Unplanned medical expenses can wreak havoc on your finances. But if your employer offers you access to a Health Care Flexible Spending Account (FSA), you may be able to keep more money in your pocket.
An FSA is an account that lets you set aside pre-tax dollars for certain out-of-pocket healthcare expenses, such as deductibles, co-payments, and prescriptions.1 Since your employer owns and controls the account, your employer sets the rules for participation.2 Your employer can also contribute to the account, though that’s not mandatory.3
Since you fund the account with pre-tax dollars, there are tax advantages to contributing to an FSA. If you put $2,000 in an FSA, you reduce your taxable income by $2,000, which could lead to a lower tax bill.4 However, the Internal Revenue Service (IRS) sets limits on how much you can contribute to an FSA each year.5
What You Need to Know
If you’re considering taking advantage of an employer-sponsored FSA:
Know when the funds will be available. Even though you’ll likely be making your contributions to your FSA over the course of the year, the entire amount you plan to contribute will be available the first day of the plan year.6
Plan your contributions carefully. You don’t want to contribute $1,000 more dollars than you think you’ll need. FSA funds are meant to be used within one plan year, though you may be given up to 2 ½ months extra as a grace period to spend unused funds or you may be able to roll over $500 per year.7
Make sure you know the 2020 FSA limits. Each year the IRS caps the amount you’re able to set aside in an FSA. In 2020 the limit is $2,750.8
Who Can Contribute to an FSA?
If your employer offers an FSA as a benefit and you meet the employer’s requirements for eligibility, you can contribute to an FSA.9 Unlike with health savings accounts, another type of tax-advantaged account that lets you set aside pre-tax dollars for medical expenses, you do not have to have a high deductible health plan (HDHP) in order to contribute to an FSA.10
However, those who have an HDHP may benefit from having what’s known as a Limited Purpose Flexible Savings Account (LPFSA).

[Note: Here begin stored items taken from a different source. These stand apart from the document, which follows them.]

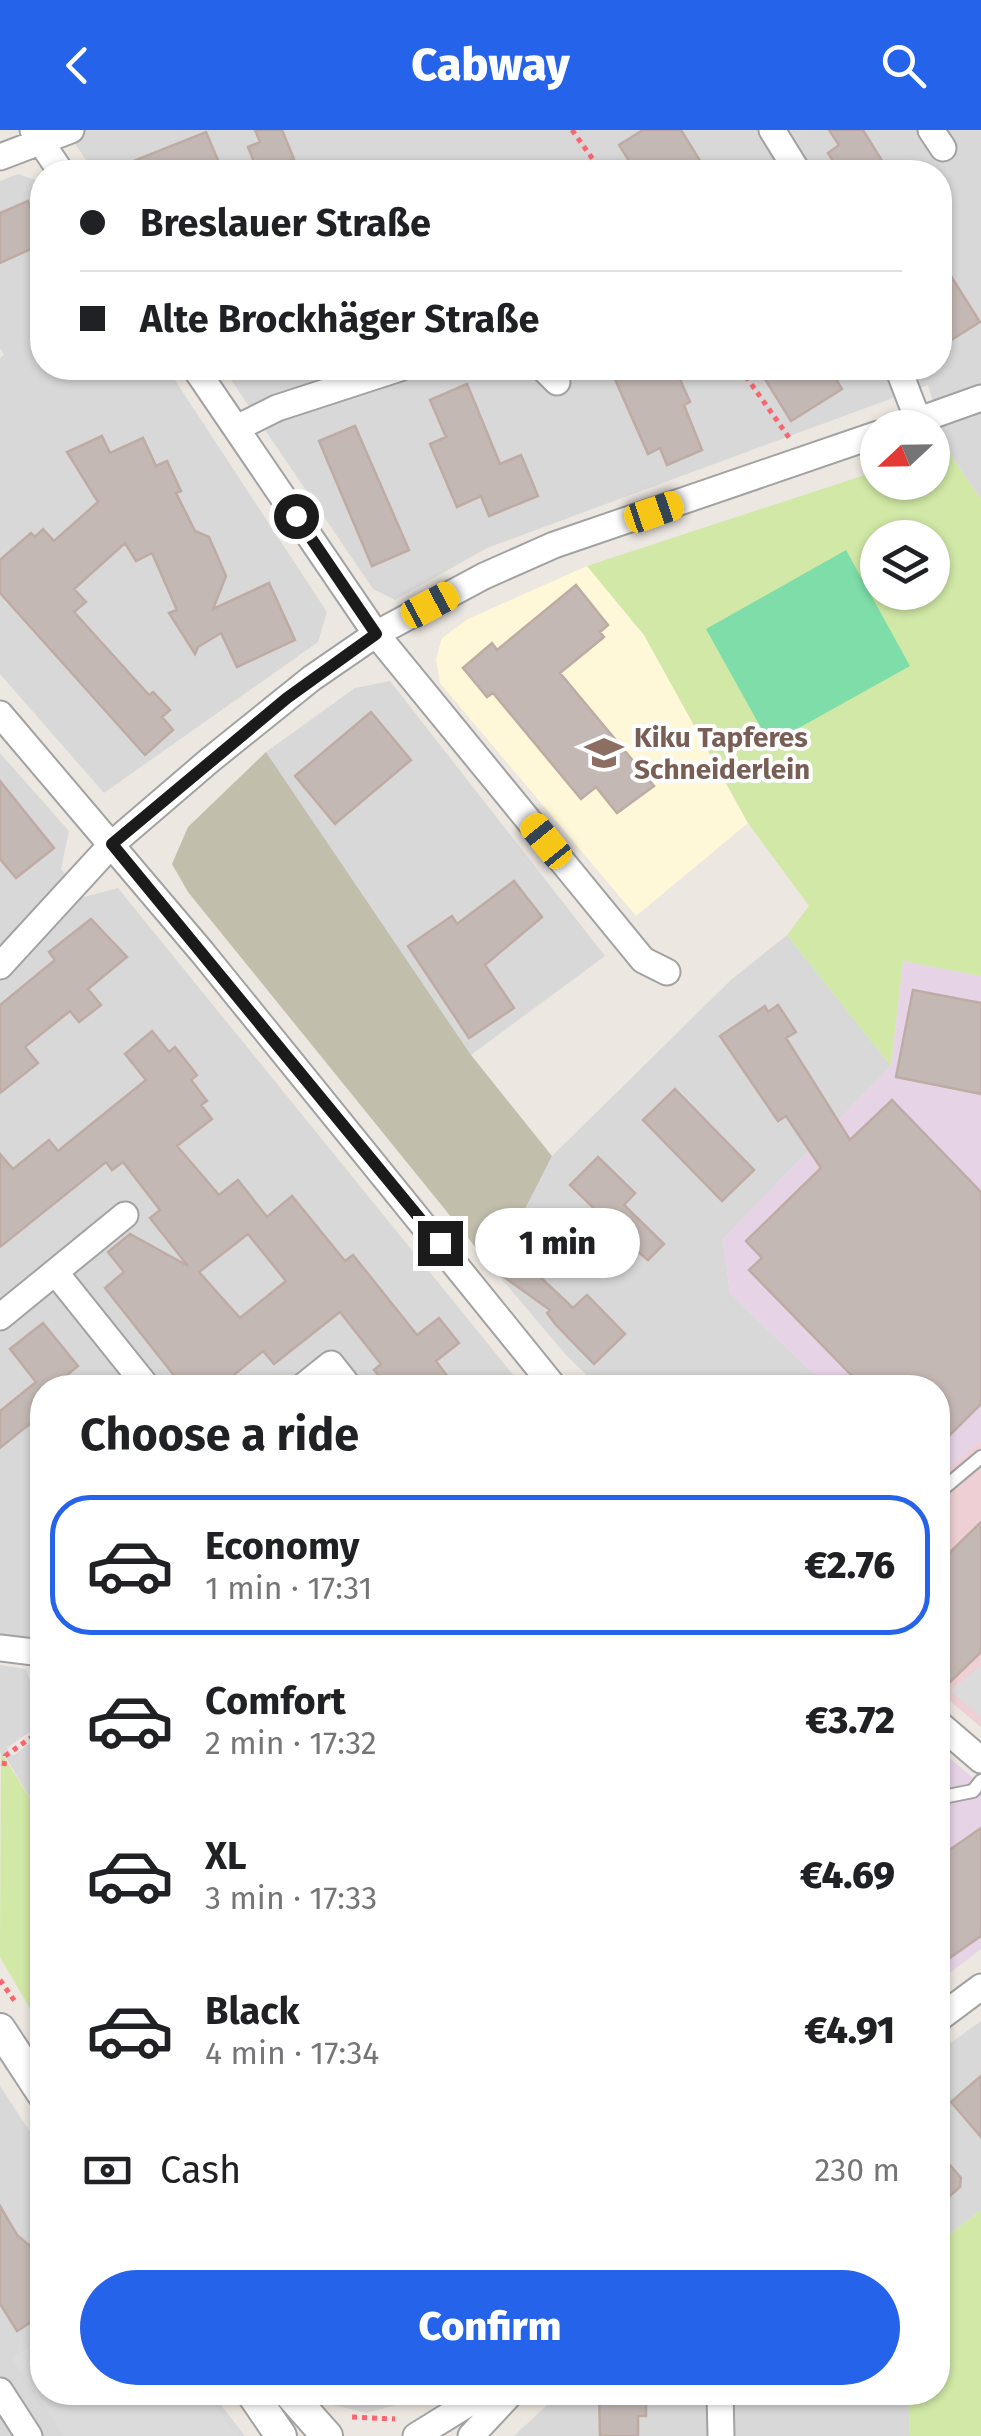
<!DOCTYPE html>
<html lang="en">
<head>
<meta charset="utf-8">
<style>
	body { margin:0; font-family:"Fira Sans",sans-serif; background:#f6f6f6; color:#202124; height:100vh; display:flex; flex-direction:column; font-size:38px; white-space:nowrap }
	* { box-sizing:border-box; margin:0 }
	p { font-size:32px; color:#757577 }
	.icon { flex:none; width:55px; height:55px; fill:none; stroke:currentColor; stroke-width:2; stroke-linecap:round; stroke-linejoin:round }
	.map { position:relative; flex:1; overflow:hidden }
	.sheet { position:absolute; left:30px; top:1245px; width:920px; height:1030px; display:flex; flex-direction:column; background:#fff; border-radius:40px; box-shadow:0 2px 8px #0004 }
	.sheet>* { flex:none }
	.banner { position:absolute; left:30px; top:30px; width:922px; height:220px; border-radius:40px; box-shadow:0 2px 8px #0004; display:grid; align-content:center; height:220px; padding:0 50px; background:#fff }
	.needle { width:65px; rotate:248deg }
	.controls { position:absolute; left:860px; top:280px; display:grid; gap:20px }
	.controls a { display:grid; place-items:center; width:90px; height:90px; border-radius:50%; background:#fff; box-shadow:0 2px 8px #0004; font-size:50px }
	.end { position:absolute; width:45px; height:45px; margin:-22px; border:12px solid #1b1b1b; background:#fff; box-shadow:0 0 0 5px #fff }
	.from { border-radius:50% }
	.bubble { position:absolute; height:70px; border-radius:35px; background:#fff; box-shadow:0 2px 8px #0004; font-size:32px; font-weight:800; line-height:70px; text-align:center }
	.car { position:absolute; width:30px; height:60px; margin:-30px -15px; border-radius:12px; box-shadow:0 0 8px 2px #0007; background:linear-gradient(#f5c518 24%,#345 0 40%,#f5c518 0 76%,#345 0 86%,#f5c518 0) }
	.banner b { display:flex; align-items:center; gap:35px; height:95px; font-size:38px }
	.banner b+b { border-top:2px solid #e0e0e0 }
	.banner i { width:25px; height:25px; background:#202124 }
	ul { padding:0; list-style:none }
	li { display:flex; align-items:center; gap:30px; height:140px; margin:0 20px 15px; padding:0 30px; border:5px solid transparent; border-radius:40px }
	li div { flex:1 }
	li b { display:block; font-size:38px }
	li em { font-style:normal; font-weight:800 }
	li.current { border-color:#2563eb }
	li>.icon { width:90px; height:90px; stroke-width:1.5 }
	h2 { padding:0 50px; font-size:45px; line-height:120px }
	.pay { display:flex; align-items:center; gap:25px; height:110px; padding:0 50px; font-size:38px }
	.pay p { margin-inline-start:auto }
	.button { display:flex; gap:20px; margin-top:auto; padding:20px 50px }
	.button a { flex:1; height:115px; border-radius:60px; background:#2563eb; color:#fff; font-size:40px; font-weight:800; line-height:115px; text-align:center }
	header { display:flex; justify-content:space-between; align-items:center; height:130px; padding:0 50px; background:#2563eb; color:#fff; font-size:45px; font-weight:800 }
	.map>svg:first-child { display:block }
	.residential { fill:#d9d8d8 }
	.commercial { fill:#eecfd3 }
	.industrial { fill:#e6d3e6 }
	.education { fill:#fff8d8 }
	.construction { fill:#c1beac }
	.grass { fill:#d1e8a6; fill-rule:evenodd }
	.pitch { fill:#7edda9 }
	.parking { fill:#dbdbdb }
	.building { fill:#c4b8b4; stroke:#beaba3; stroke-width:2.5; fill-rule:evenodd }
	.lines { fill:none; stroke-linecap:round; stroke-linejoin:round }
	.service-casing { stroke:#a2a2a2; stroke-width:16 }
	.minor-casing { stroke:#a2a2a2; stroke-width:29 }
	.tertiary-casing { stroke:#a2a2a2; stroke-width:34 }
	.path { stroke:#f9666f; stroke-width:5; stroke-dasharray:5 5; stroke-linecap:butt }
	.service { stroke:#fff; stroke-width:12 }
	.minor { stroke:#fff; stroke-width:25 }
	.tertiary { stroke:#fff; stroke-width:30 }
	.route { stroke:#1b1b1b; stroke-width:12 }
	.labels { text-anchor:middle; stroke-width:8; stroke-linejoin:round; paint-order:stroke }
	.education-label { font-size:28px; font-weight:bold; fill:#785e54; stroke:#fff; text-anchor:start }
</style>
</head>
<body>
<header><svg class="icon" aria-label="back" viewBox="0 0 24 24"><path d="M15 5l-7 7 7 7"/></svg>Cabway<svg class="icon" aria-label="search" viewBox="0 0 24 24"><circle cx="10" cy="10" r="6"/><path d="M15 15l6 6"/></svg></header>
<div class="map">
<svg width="981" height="2306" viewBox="0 0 981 2306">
	<rect width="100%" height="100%" fill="#ede7e1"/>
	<path class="residential" d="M66,0H981V370L946,318L928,255L487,418L395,470L373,459L223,238H940V42H94Z
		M18,44L42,52V238H167L327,482L318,512L104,663L0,544V228L4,225L0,218V51Z
		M390,551L605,826L471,925L266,622L355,558Z
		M0,623L69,701L61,739L84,767L118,758L523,1257L42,1258V1512L0,1506Z
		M787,805L891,936L723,1109L730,1164L828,1257H599L566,1225L494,1140L552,1026L732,849Z
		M0,1535L26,1539L42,1587V1593L7,1618L13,1626L42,1604V1688L5,1626L0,1623Z
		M981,1891V2080L938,2114V1922Z
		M0,1956L42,2020V2262L212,2263L245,2306H0Z
		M310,2263H437L367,2283L316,2271Z
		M560,2263H908L910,2306H514Z"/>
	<path class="commercial" d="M981,1311V1597L938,1561V1347Z"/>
	<path class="industrial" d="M903,831L981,846V1311L938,1347V1258L828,1257L730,1164L723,1109L891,936Z
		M938,1618L981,1655V1819L938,1852Z"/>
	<path class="education" d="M587,436L644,505L748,693L636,786L440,553L436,529L442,508L468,489Z"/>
	<path class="construction" d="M266,622L471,925L552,1026L494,1140L188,762L172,734L188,697Z"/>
	<path class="grass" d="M946,318L981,370V846L903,831L891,936L787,805L809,776L748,693L644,505L587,436L877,341L878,352H932L933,323ZM878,408H932V462H878Z
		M1,1622L42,1688V1899L0,1827Z
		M981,2080V2306H910L908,2263L938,2262V2114Z"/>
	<path class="pitch" d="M846,420L910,536L770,614L706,499Z"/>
	<path class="parking" d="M981,1535V1587L950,1561Z
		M42,2208V2262L206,2263L238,2306H64L12,2228Z"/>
	<path class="building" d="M255,0H282L294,29L258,42L248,17L260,12Z
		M643,0H681L707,42H636L619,15Z
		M829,0H863L889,42H840L828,23L839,15Z
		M206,2L223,42H108V41Z
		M28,71L42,103V114L0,133V83Z
		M940,129L980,192L940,217Z
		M610,238H675L690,272L684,275L702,320L667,335L660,318L648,324Z
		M758,238H829L842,259L791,291Z
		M467,254L500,334L521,325L538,366L489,386L481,366L457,377L430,314L446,307L430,270Z
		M355,296L409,420L372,436L319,311Z
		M102,306L110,323L143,308L156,336L167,331L181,361L176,363L195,401L209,407L226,446L213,479L269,453L295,510L237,537L221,503L198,517L195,524L169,483L177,480L152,423L136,431L125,413L74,459L86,472L74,482L149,565L153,562L170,580L162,587L173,600L145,625L0,463V430L31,403L35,407L43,399L54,411L98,372L67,322Z
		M576,455L608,495L600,502L604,507L560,543L654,656L617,683L596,657L581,669L493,563L487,567L463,538L492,513L497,520Z
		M371,582L411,630L335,694L295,646Z
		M0,651L54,718L16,748L0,729Z
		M514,751L542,787L485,835L514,878L469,908L408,816L452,786L457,794Z
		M91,789L127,827L88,859L101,875L79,892L70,881L25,917L38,933L0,963V875L55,830L49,822Z
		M913,860L981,873V964L896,947Z
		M778,875L796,902L786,908L850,1010L892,970L981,1062V1274L938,1317V1258H864L749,1140L762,1128L746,1111L821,1038L786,986L778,991L720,906L765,876L768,882Z
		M152,901L169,922L175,917L197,945L191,950L207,971L201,975L212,989L177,1016L219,1065L238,1050L267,1087L292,1066L345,1131L353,1125L417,1205L439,1188L459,1213L436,1231L456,1258H389L374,1240L381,1234L340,1182L274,1234L263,1221L218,1258H184L105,1158L124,1142L108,1122L130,1104L188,1136L150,1088L160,1080L123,1032L112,1040L106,1032L0,1117V1024L13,1039L49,1010L58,1021L146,950L125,924ZM248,1104L286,1151L240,1188L199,1142Z
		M675,959L754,1040L722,1071L643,990Z
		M598,1027L635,1063L624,1075L664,1114L648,1130L603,1093L606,1090L570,1055Z
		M514,1111L547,1134L539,1146L573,1178L587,1165L625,1204L594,1234L556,1195L547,1183L550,1180L497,1142Z
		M43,1193L78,1236L51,1258H42V1284L0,1318V1281L36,1252L10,1219Z
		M981,1392V1522L949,1553L938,1542V1434Z
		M981,1698V1806L938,1836V1728Z
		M981,1946V2007L951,1972Z
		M938,2021L961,2048L960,2057L938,2076Z
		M0,2076L17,2105L29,2115L42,2135V2185L17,2201L0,2174Z
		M599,2262H646V2286H638V2306H600Z"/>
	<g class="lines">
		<g class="service-casing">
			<path id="service" d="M938,1363L981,1327
				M938,1668L973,1661L981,1651"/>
		</g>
		<g class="minor-casing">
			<path id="minor" d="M33,0L61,42
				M772,0L798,42
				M931,0L943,18
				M0,27L71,0
				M195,238L376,504L643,830L667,842
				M543,238L557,252
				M898,238L918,290
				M237,298L277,278L400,238
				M897,298L981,268
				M0,584L202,822L555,1258
				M0,836L112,714L210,630L312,548L376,504L484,446L554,415L878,304
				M55,1142L148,1258
				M0,1187L125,1085
				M301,1258L331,1234L350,1258
				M0,1518L42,1523
				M938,1593L981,1630
				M938,1889L981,1857
				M0,2261L29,2306
				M720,2262L721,2306
				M416,2306L487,2262
				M471,2306L512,2262"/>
		</g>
		<g class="tertiary-casing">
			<path id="tertiary" d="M0,1899L42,1963
				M251,2262L281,2306
				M288,2262L327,2306"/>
		</g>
		<path class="path" d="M572,0L602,42
			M740,238L790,309
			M36,1548L42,1568
			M4,1636L5,1626L42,1600
			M0,1850L16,1873
			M32,1992L42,2007
			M352,2287L395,2289"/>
		<use href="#service" class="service"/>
		<use href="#minor" class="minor"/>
		<use href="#tertiary" class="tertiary"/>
	</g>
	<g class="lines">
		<path class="route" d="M296,386L376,504L287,568L112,714L440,1113"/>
	</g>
	<defs>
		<g id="school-bare" transform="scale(3)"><path d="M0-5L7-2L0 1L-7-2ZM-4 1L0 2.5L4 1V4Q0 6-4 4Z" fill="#8d6e63" stroke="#fff" stroke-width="2.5" paint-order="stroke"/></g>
	</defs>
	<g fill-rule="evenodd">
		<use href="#school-bare" x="604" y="623"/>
	</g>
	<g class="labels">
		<g class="education-label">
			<text x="634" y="617">Kiku Tapferes<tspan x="634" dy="32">Schneiderlein</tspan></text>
		</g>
	</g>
</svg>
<div class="controls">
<a><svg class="needle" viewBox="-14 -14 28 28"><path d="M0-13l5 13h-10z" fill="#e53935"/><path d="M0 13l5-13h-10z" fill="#757577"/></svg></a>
<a><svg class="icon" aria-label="layers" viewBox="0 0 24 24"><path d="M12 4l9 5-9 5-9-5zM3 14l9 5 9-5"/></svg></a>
</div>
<i class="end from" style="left:296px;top:386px"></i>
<i class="end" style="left:440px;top:1113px"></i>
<div class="bubble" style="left:475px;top:1078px;width:165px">1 min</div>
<i class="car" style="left:654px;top:382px;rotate:71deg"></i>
<i class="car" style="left:430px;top:475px;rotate:62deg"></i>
<i class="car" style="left:546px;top:711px;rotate:321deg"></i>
<div class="banner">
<b><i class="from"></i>Breslauer Straße</b>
<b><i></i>Alte Brockhäger Straße</b>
</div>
<section class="sheet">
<h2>Choose a ride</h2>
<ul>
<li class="current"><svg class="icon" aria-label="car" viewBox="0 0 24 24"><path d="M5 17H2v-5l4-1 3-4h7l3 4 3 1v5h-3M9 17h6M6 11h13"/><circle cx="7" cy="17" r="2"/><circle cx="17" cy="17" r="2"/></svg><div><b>Economy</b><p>1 min · 17:31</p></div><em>€2.76</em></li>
<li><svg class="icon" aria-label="car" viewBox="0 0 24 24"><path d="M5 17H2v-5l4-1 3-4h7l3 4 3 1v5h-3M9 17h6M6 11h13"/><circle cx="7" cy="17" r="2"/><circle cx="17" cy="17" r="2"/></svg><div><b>Comfort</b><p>2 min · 17:32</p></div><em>€3.72</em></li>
<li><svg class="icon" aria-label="car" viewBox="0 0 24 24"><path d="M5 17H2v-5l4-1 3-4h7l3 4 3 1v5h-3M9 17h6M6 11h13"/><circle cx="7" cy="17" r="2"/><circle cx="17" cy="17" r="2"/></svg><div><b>XL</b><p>3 min · 17:33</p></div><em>€4.69</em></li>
<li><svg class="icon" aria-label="car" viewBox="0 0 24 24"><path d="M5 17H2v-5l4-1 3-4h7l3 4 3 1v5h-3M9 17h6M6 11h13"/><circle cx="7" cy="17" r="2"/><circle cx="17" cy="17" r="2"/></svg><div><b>Black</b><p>4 min · 17:34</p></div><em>€4.91</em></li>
</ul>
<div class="pay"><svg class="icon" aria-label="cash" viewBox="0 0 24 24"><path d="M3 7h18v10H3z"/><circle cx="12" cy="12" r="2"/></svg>Cash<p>230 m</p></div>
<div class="button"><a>Confirm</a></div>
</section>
</div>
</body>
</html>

An LPFSA is designed to pay for eligible dental and vision benefits for someone who has health insurance coverage through an HDHP.11
When Can You Change Your FSA Contributions?
Each year, you can change your FSA contributions during your company’s annual benefits open enrollment season.12 However, you can also make changes if you have a qualifying life event such as a change to your marital status, a change in your number of dependents, or a court order that affects your health coverage or that of someone in your household.13
In 2020, the IRS allowed employers to give employees the option to make mid-year changes to their FSA contributions because of the pandemic’s effect on workers across the country.14
A Word of Advice
If your employer offers access to an FSA, it is a valuable benefit you should not overlook.
When Can You Use an FSA?
When you determine what your annual contribution will be to your FSA, that amount is available to you on the first day of the plan year even if you haven’t made a single contribution yet.15 You can use the money in your FSA to pay for eligible medical and dental expenses for yourself, your spouse or any dependents.
While you can’t use FSA funds to pay insurance premiums, you can use them to pay for expenses such as deductibles, medical equipment such as crutches, and even medical supplies such as bandages and blood sugar test kits.16 In 2020, thanks to the Coronavirus Aid, Relief, and Economic Security (CARES) Act, the list of eligible expenses that can be reimbursed through an FSA was expanded to include menstrual care products such as pads and tampons as well as over-the-counter medications without a prescription.17
Important to Know
An FSA allows you to set aside pre-tax dollars for certain out-of-pocket healthcare expenses, such as deductibles, co-payments, medical supplies, dental expenses, and over-the-counter medications.
How Much Can You Roll Over?
So what happens if you don’t use all of the money in your FSA one year? You may have one of two options available to you. Your employer can either give you a grace period of up to 2 ½ months to use whatever funds you have left at the end of the year, or they can let you roll over $500 to the following year.18 In mid-2020, the IRS raised the rollover amount to $550 due to the impact of the COVID-19 pandemic.19 But keep in mind that neither the grace period nor the rollover are required, so read your plan materials carefully.
FSA Limits 2019 vs 2020
FSA limits typically don’t remain static. For that reason, it’s important to check the limits each year before you determine your contributions. The IRS raised contribution limits for FSAs from $2,700 in 2019 to $2,750 in 2020 and left the limit at $2,750 for 2021.20
If your employer offers access to an FSA, it’s a benefit you should not overlook. By thinking carefully about how much you’ll likely need for medical expenses and using the account to put that money aside, you’ll be better prepared for any health challenges while enjoying a tax break at the same time.